Hoy, la Historia se repite en forma de caricatura. Ahora no se trata de salvar un sistema político, sino de conseguir un pedazo de vil metal. Aquello podía ser perverso, esto es diminuto, minúsculo hasta lo ridículo. Los otros términos a los que parece necesario recurrir para aludir a la cuestión resultan más gruesos. Constituye, por ejemplo, un esperpento de categoría que el país que ha estado más en contra de la intervención en Irak emplee una parte de sus impuestos en la promoción de un premio, dado por otros, a quien, de modo desatentado, le condujo por una senda contradictoria con sus deseos. Es una vergüenza que se pretenda encubrir en un contrato normal de asesoría de intereses públicos un propósito privado en el que no cabe la menor duda de que se ha avanzado en los consiguientes gastos. Desde un principio, todo lo realizado caía dentro del terreno de la necedad, porque era bien evidente que la transparencia del lobbying norteamericano permitiría detectar lo sucedido cuando, además, era perfectamente factible una financiación privada del propósito. Adviértanse las condiciones en que queda una administración diplomática española en la que el superior jerárquico es incapaz de distinguir entre la diferencia de la promoción de la mandarina clementina y la condecoración no deseada por la mayoría de los españoles. O la de un embajador inhábil para escribir ocho folios de alabanza partidista a su presidente (lo que tampoco debió hacer en cualquier caso).

El caso asemeja a una especie de Filesa privado y en tono menor, pero también más desenfadado. Se recurrió entonces a dinero privado a cambio de favores, pero los beneficios fueron a manos de un partido. Ahora, para un fin individual, se recurre a la caja común por el simple gesto de estirar la mano.

Tres reflexiones más. ¿Cómo se compatibiliza la ideología liberal tan entusiásticamente defendida desde FAES con esa amalgama entre el interés público y privado tan habitual en el neoconservadurismo? La forma de privatizar empresas públicas y tratar a medios de comunicación se reproduce de nuevo. En segundo lugar, Pietro Roncini, un psiquiatra del Parlamento italiano descubrió entre los parlamentarios de su país, ante todo, las patologías de megalomanía y narcisismo. Habría que invitarle a contemplar y dictaminar otros ejemplos más estridentes, como el que nos ocupa.
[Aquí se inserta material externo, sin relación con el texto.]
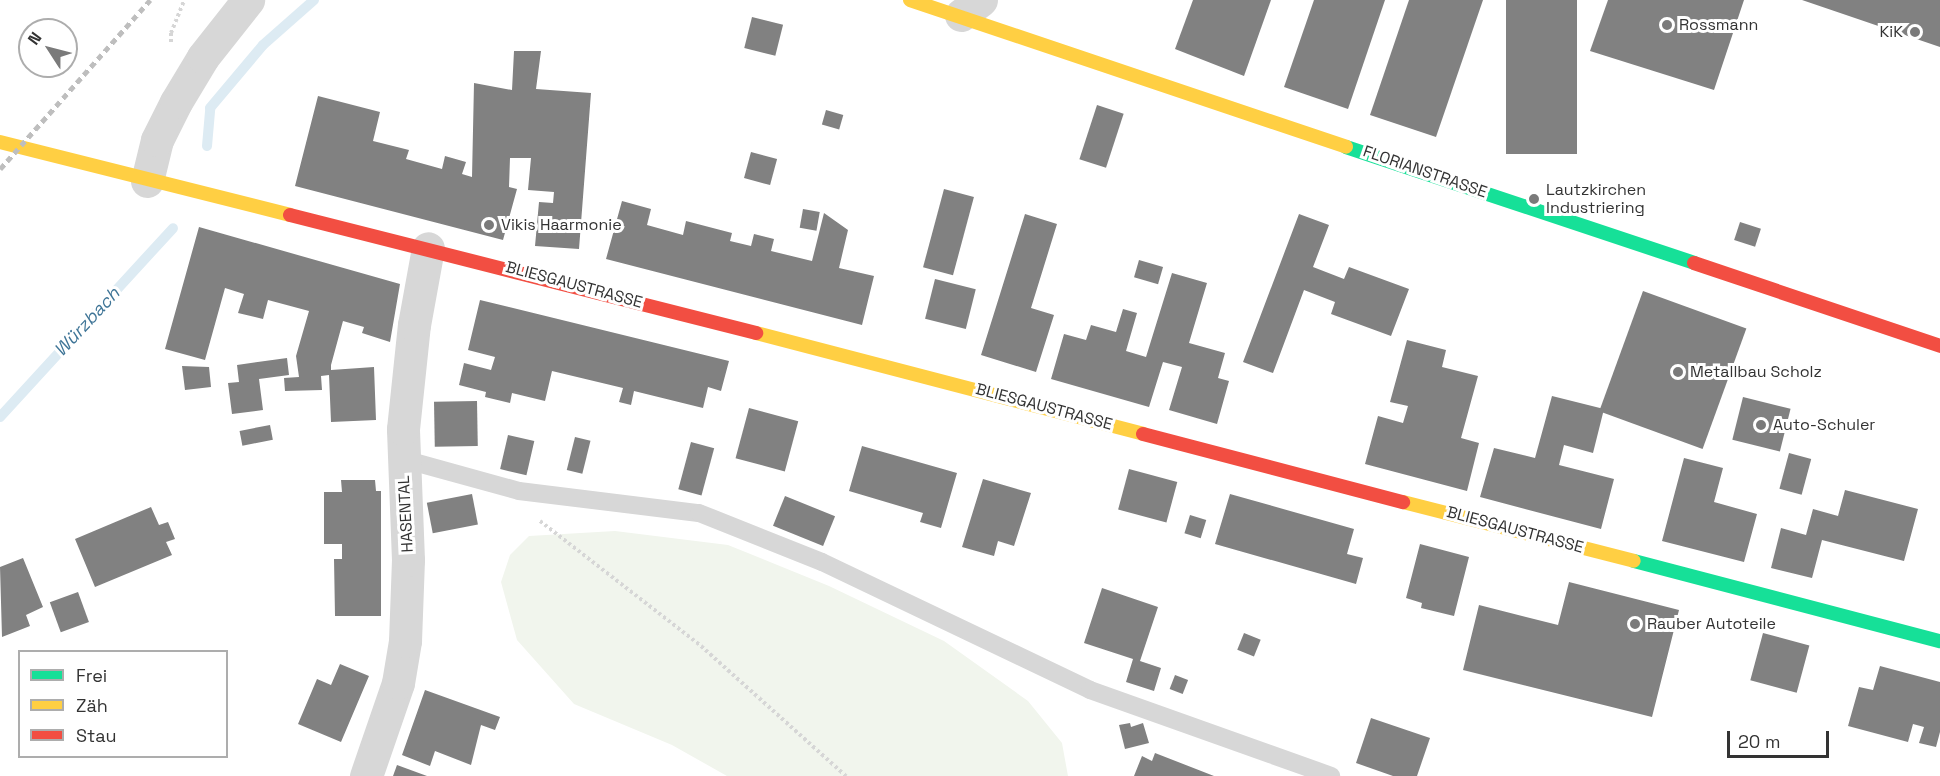 <!DOCTYPE html>
<html>
<head>
<meta charset="utf-8">
<style>
	body { margin:0 }
	#map { position:relative; width:1940px; height:776px; overflow:hidden; background:#fff; font-family:"Space Grotesk",sans-serif }
	div>[style] { position:absolute }
	.green>* { inset:0; background:#f1f5ed }
	.stream>* { height:10px; margin:-5px; padding:0 5px; transform-origin:5px; border-radius:5px; background:#ddebf3 }
	.building>* { inset:0; background:#818181; transform-origin:0 0 }
	.path>* { height:4px; margin-top:-2px; transform-origin:0; background:repeating-linear-gradient(90deg,#d6d6d6 0 3px,transparent 0 6px) }
	.lane>* { height:18px; margin:-9px; padding:0 9px; transform-origin:9px; border-radius:9px; background:#d7d7d7 }
	.street>* { height:33px; margin:-16.5px; padding:0 16.5px; transform-origin:16.5px; border-radius:16.5px; background:#d7d7d7 }
	.fast>* { height:14px; margin:-7px; padding:0 7px; transform-origin:7px; border-radius:7px; background:#16e098 }
	.slow>* { height:14px; margin:-7px; padding:0 7px; transform-origin:7px; border-radius:7px; background:#ffcf43 }
	.jam>* { height:14px; margin:-7px; padding:0 7px; transform-origin:7px; border-radius:7px; background:#f24e42 }
	.rail>* { height:4.5px; margin-top:-2.25px; transform-origin:0; background:repeating-linear-gradient(90deg,#bebebe 0 6px,transparent 0 10.5px) }
	.dots>* { width:16px; height:16px; translate:-50% -50%; box-sizing:border-box; border:3px solid #fff; border-radius:50% }
	span { translate:-50% -50%; white-space:nowrap; text-align:center; line-height:1.15; -webkit-text-stroke:6px #fff; paint-order:stroke }
	.poi-label { font-size:16px; color:#333 }
	.left { translate:0 -50%; text-align:left }
	.right { translate:-100% -50%; text-align:right }
	.street-label { font-size:16px; color:#333 }
	.water-label { font-size:18px; color:#3f7597; font-style:italic }
	.legend { position:absolute; left:18px; top:650px; width:210px; height:108px; box-sizing:border-box; background:#fff; border:2px solid #adadad; margin:0; padding:8px 10px; list-style:none; font-size:18px; color:#333 }
	.legend li { display:flex; align-items:center; gap:12px; height:30px }
	.legend b { width:30px; border:2px solid #adadad }
	.north { position:absolute; left:18px; top:18px; width:60px; height:60px; box-sizing:border-box; background:#fff; border:2px solid #adadad; border-radius:50%; rotate:306deg; font-size:16px; font-weight:700; line-height:24px; text-align:center; color:#333 }
	.north::after { content:''; display:block; margin:auto; width:21px; height:27px; background:#7a7a7a; clip-path:polygon(50% 0,100% 100%,50% 72%,0 100%) }
	.scale { position:absolute; left:1727px; top:731px; width:102px; height:27px; box-sizing:border-box; border:3px solid #333; border-top:0; padding-left:8px; font-size:18px; line-height:21px; white-space:nowrap; color:#333; -webkit-text-stroke:4px #fff; paint-order:stroke }
</style>
</head>
<body>
<div id="map">
	<div class="green">
		<i style="clip-path:polygon(615px 531px,728px 545px,829px 586px,944px 641px,1028px 701px,1062px 743px,1068px 776px,727px 776px,672px 745px,574px 704px,517px 640px,501px 582px,510px 555px,529px 536px)"></i>
	</div>
	<div class="stream">
		<i style="left:207px;top:146px;width:38px;rotate:-85deg"></i>
		<i style="left:210px;top:108px;width:82px;rotate:-49.9deg"></i>
		<i style="left:263px;top:45px;width:68px;rotate:-41.4deg"></i>
		<i style="left:0;top:417px;width:256px;rotate:-47.5deg"></i>
	</div>
	<div class="building">
		<i style="clip-path:polygon(1193px 0,1271px 0,1244px 76px,1175px 49px)"></i>
		<i style="clip-path:polygon(1314px 0,1385px 0,1348px 109px,1284px 87px)"></i>
		<i style="clip-path:polygon(1409px 0,1483px 0,1436px 137px,1370px 115px)"></i>
		<i style="left:1506px;top:0;width:71px;height:154px"></i>
		<i style="clip-path:polygon(1608px 0,1744px 0,1714px 90px,1590px 51px)"></i>
		<i style="clip-path:polygon(1802px 0,1940px 0,1940px 47px)"></i>
		<i style="left:752px;top:17px;width:32px;height:32px;rotate:14deg"></i>
		<i style="clip-path:polygon(514px 51px,541px 51px,536px 89px,591px 93px,579px 249px,535px 246px,539px 202px,553px 203px,554px 192px,528px 190px,531px 158px,510px 158px,509px 187px,517px 189px,503px 240px,295px 186px,318px 96px,380px 112px,373px 141px,409px 150px,406px 159px,442px 169px,445px 156px,466px 162px,462px 174px,472px 177px,474px 83px,512px 90px)"></i>
		<i style="left:1097px;top:105px;width:28px;height:57px;rotate:18deg"></i>
		<i style="left:826px;top:110px;width:18px;height:15px;rotate:16deg"></i>
		<i style="left:751px;top:152px;width:27px;height:27px;rotate:15deg"></i>
		<i style="left:944px;top:189px;width:31px;height:81px;rotate:15deg"></i>
		<i style="clip-path:polygon(622px 201px,651px 209px,647px 225px,683px 235px,686px 221px,732px 233px,730px 241px,751px 246px,754px 234px,774px 239px,771px 251px,812px 261px,824px 213px,848px 230px,839px 268px,874px 276px,862px 325px,606px 259px)"></i>
		<i style="left:803px;top:209px;width:17px;height:19px;rotate:10deg"></i>
		<i style="clip-path:polygon(1025px 214px,1057px 224px,1031px 308px,1054px 315px,1036px 372px,981px 355px)"></i>
		<i style="clip-path:polygon(1299px 214px,1329px 225px,1313px 267px,1344px 279px,1349px 267px,1409px 289px,1391px 336px,1331px 314px,1335px 302px,1304px 290px,1273px 373px,1243px 362px)"></i>
		<i style="left:1740px;top:222px;width:22px;height:19px;rotate:18deg"></i>
		<i style="clip-path:polygon(199px 227px,400px 284px,390px 342px,362px 333px,364px 327px,343px 321px,331px 365px,331px 370px,374px 367px,376px 420px,331px 422px,329px 375px,321px 376px,322px 390px,285px 391px,284px 378px,299px 377px,296px 356px,309px 311px,268px 300px,263px 319px,238px 313px,244px 294px,225px 288px,205px 360px,165px 349px)"></i>
		<i style="left:1139px;top:260px;width:25px;height:18px;rotate:16deg"></i>
		<i style="clip-path:polygon(1172px 273px,1207px 283px,1189px 343px,1225px 353px,1218px 378px,1229px 381px,1217px 424px,1169px 410px,1182px 367px,1163px 362px,1149px 407px,1051px 379px,1064px 334px,1086px 340px,1091px 325px,1116px 332px,1123px 309px,1137px 313px,1126px 351px,1146px 357px)"></i>
		<i style="left:935px;top:279px;width:42px;height:41px;rotate:14deg"></i>
		<i style="left:1643px;top:291px;width:110px;height:128px;rotate:20deg"></i>
		<i style="clip-path:polygon(480px 300px,729px 361px,721px 391px,708px 387px,703px 408px,634px 391px,631px 405px,619px 402px,623px 388px,552px 371px,545px 401px,512px 393px,510px 403px,485px 397px,486px 392px,459px 385px,464px 363px,491px 370px,495px 357px,468px 350px)"></i>
		<i style="clip-path:polygon(1407px 340px,1446px 350px,1442px 367px,1478px 376px,1461px 438px,1479px 443px,1467px 491px,1365px 464px,1378px 416px,1403px 423px,1408px 406px,1390px 402px)"></i>
		<i style="clip-path:polygon(287px 358px,289px 375px,259px 379px,263px 410px,232px 414px,228px 383px,239px 382px,237px 365px)"></i>
		<i style="clip-path:polygon(182px 366px,209px 367px,211px 387px,185px 390px)"></i>
		<i style="clip-path:polygon(1552px 396px,1604px 409px,1593px 453px,1564px 445px,1559px 465px,1614px 479px,1601px 529px,1480px 497px,1494px 448px,1535px 458px)"></i>
		<i style="left:1743px;top:397px;width:49px;height:44px;rotate:14deg"></i>
		<i style="left:477px;top:401px;width:45px;height:43px;rotate:89deg"></i>
		<i style="left:749px;top:408px;width:51px;height:52px;rotate:15deg"></i>
		<i style="left:270px;top:425px;width:15px;height:31px;rotate:79deg"></i>
		<i style="left:508px;top:435px;width:27px;height:35px;rotate:13deg"></i>
		<i style="left:575px;top:437px;width:16px;height:34px;rotate:14deg"></i>
		<i style="left:691px;top:442px;width:24px;height:49px;rotate:15deg"></i>
		<i style="clip-path:polygon(862px 446px,957px 473px,941px 528px,920px 522px,923px 513px,849px 491px)"></i>
		<i style="left:1789px;top:453px;width:23px;height:37px;rotate:15deg"></i>
		<i style="clip-path:polygon(1684px 458px,1723px 468px,1714px 502px,1757px 514px,1744px 562px,1662px 541px)"></i>
		<i style="left:1129px;top:469px;width:50px;height:42px;rotate:15deg"></i>
		<i style="clip-path:polygon(983px 479px,1031px 493px,1014px 546px,998px 541px,994px 556px,962px 547px)"></i>
		<i style="clip-path:polygon(341px 480px,375px 480px,376px 491px,381px 491px,381px 616px,335px 616px,334px 559px,342px 559px,342px 544px,324px 544px,324px 492px,342px 492px)"></i>
		<i style="clip-path:polygon(1845px 490px,1918px 509px,1904px 561px,1822px 540px,1812px 578px,1771px 568px,1781px 528px,1806px 535px,1813px 509px,1838px 516px)"></i>
		<i style="left:472px;top:494px;width:31px;height:46px;rotate:79deg"></i>
		<i style="clip-path:polygon(1230px 494px,1354px 529px,1347px 554px,1363px 558px,1356px 584px,1215px 544px)"></i>
		<i style="left:785px;top:496px;width:54px;height:32px;rotate:22deg"></i>
		<i style="clip-path:polygon(151px 507px,159px 525px,168px 522px,175px 539px,166px 542px,172px 555px,95px 587px,75px 539px)"></i>
		<i style="left:1190px;top:515px;width:17px;height:19px;rotate:17deg"></i>
		<i style="clip-path:polygon(1420px 544px,1469px 557px,1454px 616px,1421px 608px,1422px 603px,1406px 598px)"></i>
		<i style="clip-path:polygon(23px 558px,43px 607px,26px 615px,30px 626px,2px 637px,0 567px)"></i>
		<i style="clip-path:polygon(1569px 582px,1679px 610px,1652px 717px,1463px 670px,1479px 605px,1558px 625px)"></i>
		<i style="clip-path:polygon(1102px 588px,1158px 607px,1140px 661px,1161px 668px,1154px 691px,1126px 682px,1133px 659px,1084px 643px)"></i>
		<i style="left:78px;top:592px;width:32px;height:30px;rotate:70deg"></i>
		<i style="left:1244px;top:633px;width:18px;height:18px;rotate:22deg"></i>
		<i style="left:1763px;top:633px;width:48px;height:49px;rotate:15deg"></i>
		<i style="clip-path:polygon(340px 664px,369px 676px,341px 742px,298px 724px,317px 679px,331px 685px)"></i>
		<i style="clip-path:polygon(1880px 666px,1940px 682px,1940px 732px,1936px 747px,1919px 743px,1924px 727px,1913px 724px,1908px 742px,1848px 726px,1859px 687px,1873px 690px)"></i>
		<i style="left:1175px;top:675px;width:14px;height:15px;rotate:21deg"></i>
		<i style="clip-path:polygon(425px 690px,500px 717px,495px 730px,481px 725px,471px 765px,435px 751px,430px 766px,402px 755px)"></i>
		<i style="clip-path:polygon(1371px 718px,1430px 738px,1417px 776px,1393px 776px,1356px 763px)"></i>
		<i style="clip-path:polygon(1130px 723px,1131px 727px,1143px 723px,1149px 743px,1125px 749px,1119px 725px)"></i>
		<i style="clip-path:polygon(1155px 753px,1214px 776px,1134px 776px,1142px 756px,1152px 761px)"></i>
		<i style="clip-path:polygon(397px 765px,427px 776px,393px 776px)"></i>
	</div>
	<div class="path">
		<i style="left:171px;top:42px;width:9px;rotate:-90deg"></i>
		<i style="left:171px;top:33px;width:35px;rotate:-68deg"></i>
		<i style="left:540px;top:521px;width:204px;rotate:37.8deg"></i>
		<i style="left:701px;top:646px;width:195px;rotate:41.9deg"></i>
	</div>
	<div class="lane">
		<i style="left:403px;top:459px;width:120px;rotate:15.4deg"></i>
		<i style="left:519px;top:491px;width:181px;rotate:7deg"></i>
		<i style="left:699px;top:513px;width:132px;rotate:21.7deg"></i>
		<i style="left:822px;top:562px;width:297px;rotate:25.5deg"></i>
		<i style="left:1090px;top:690px;width:256px;rotate:19.6deg"></i>
	</div>
	<div class="street">
		<i style="left:961px;top:15px;width:25px;rotate:-37deg"></i>
		<i style="left:147px;top:181px;width:42px;rotate:-76.3deg"></i>
		<i style="left:157px;top:140px;width:42px;rotate:-63.4deg"></i>
		<i style="left:176px;top:102px;width:52px;rotate:-59deg"></i>
		<i style="left:203px;top:57px;width:73px;rotate:-51.7deg"></i>
		<i style="left:366px;top:776px;width:98px;rotate:-71deg"></i>
		<i style="left:398px;top:683px;width:43px;rotate:-80.5deg"></i>
		<i style="left:405px;top:641px;width:81px;rotate:-87.9deg"></i>
		<i style="left:408px;top:560px;width:131px;rotate:-92.2deg"></i>
		<i style="left:403px;top:429px;width:105px;rotate:-84deg"></i>
		<i style="left:414px;top:325px;width:78px;rotate:-79.7deg"></i>
	</div>
	<div class="fast">
		<i style="left:1346px;top:147px;width:367px;rotate:18.4deg"></i>
		<i style="left:1634px;top:561px;width:316px;rotate:14.7deg"></i>
	</div>
	<div class="slow">
		<i style="left:910px;top:0;width:460px;rotate:18.6deg"></i>
		<i style="left:0;top:142px;width:299px;rotate:14.1deg"></i>
		<i style="left:756px;top:333px;width:400px;rotate:14.6deg"></i>
		<i style="left:1403px;top:502px;width:238px;rotate:14.3deg"></i>
	</div>
	<div class="jam">
		<i style="left:290px;top:215px;width:481px;rotate:14.2deg"></i>
		<i style="left:1694px;top:263px;width:260px;rotate:18.6deg"></i>
		<i style="left:1143px;top:434px;width:269px;rotate:14.7deg"></i>
	</div>
	<div class="rail">
		<i style="left:0;top:169px;width:226px;rotate:-48.4deg"></i>
	</div>
	<div class="dots">
		<i style="left:1667px;top:25px;background:#7a7a7a"></i>
		<i style="left:1915px;top:32px;background:#7a7a7a"></i>
		<i style="left:1534px;top:199px;background:#7a7a7a"></i>
		<i style="left:489px;top:225px;background:#7a7a7a"></i>
		<i style="left:1678px;top:372px;background:#7a7a7a"></i>
		<i style="left:1761px;top:425px;background:#7a7a7a"></i>
		<i style="left:1635px;top:624px;background:#7a7a7a"></i>
	</div>
	<div class="poi-label">
		<span class="left" style="left:1679px;top:25px">Rossmann</span>
		<span class="right" style="left:1903px;top:32px">KiK</span>
		<span class="left" style="left:1546px;top:199px">Lautzkirchen<br>Industriering</span>
		<span class="left" style="left:501px;top:225px">Vikis Haarmonie</span>
		<span class="left" style="left:1690px;top:372px">Metallbau Scholz</span>
		<span class="left" style="left:1773px;top:425px">Auto-Schuler</span>
		<span class="left" style="left:1647px;top:624px">Rauber Autoteile</span>
	</div>
	<div class="street-label">
		<span style="left:1425px;top:172px;rotate:19deg">FLORIANSTRASSE</span>
		<span style="left:574px;top:285px;rotate:15deg">BLIESGAUSTRASSE</span>
		<span style="left:1044px;top:407px;rotate:15deg">BLIESGAUSTRASSE</span>
		<span style="left:406px;top:514px;rotate:-93deg">HASENTAL</span>
		<span style="left:1515px;top:530px;rotate:15deg">BLIESGAUSTRASSE</span>
	</div>
	<div class="water-label">
		<span style="left:87px;top:322px;rotate:-47deg">Würzbach</span>
	</div>
	<ul class="legend">
	<li><b style="height:8px;background:#16e098"></b>Frei</li>
	<li><b style="height:8px;background:#ffcf43"></b>Zäh</li>
	<li><b style="height:8px;background:#f24e42"></b>Stau</li>
	</ul>
	<div class="north">N</div>
	<div class="scale">20 m</div>
</div>
</body>
</html>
Casos de desequilibrio se han producido en España con el abandono del poder, pero no durante su ejercicio.

No es momento aquí de abordar la posible salida a toda esta turbia cuestión. A pesar de la gravedad de lo sucedido, sería recomendable una cierta benevolencia aunque fuera inmerecida. Y para ello hay buenas razones que derivan de la situación política. La baja calidad de la democracia española no sólo permite que pasen estas cosas, sino que amenaza con la posibilidad de que en adelante nos enzarcemos durante meses en una exasperada agonía de reproches, de política retrospectiva y de odiosidades sin cuento. No habría que olvidar lo acontecido, pero tampoco enquistarnos en la pelea.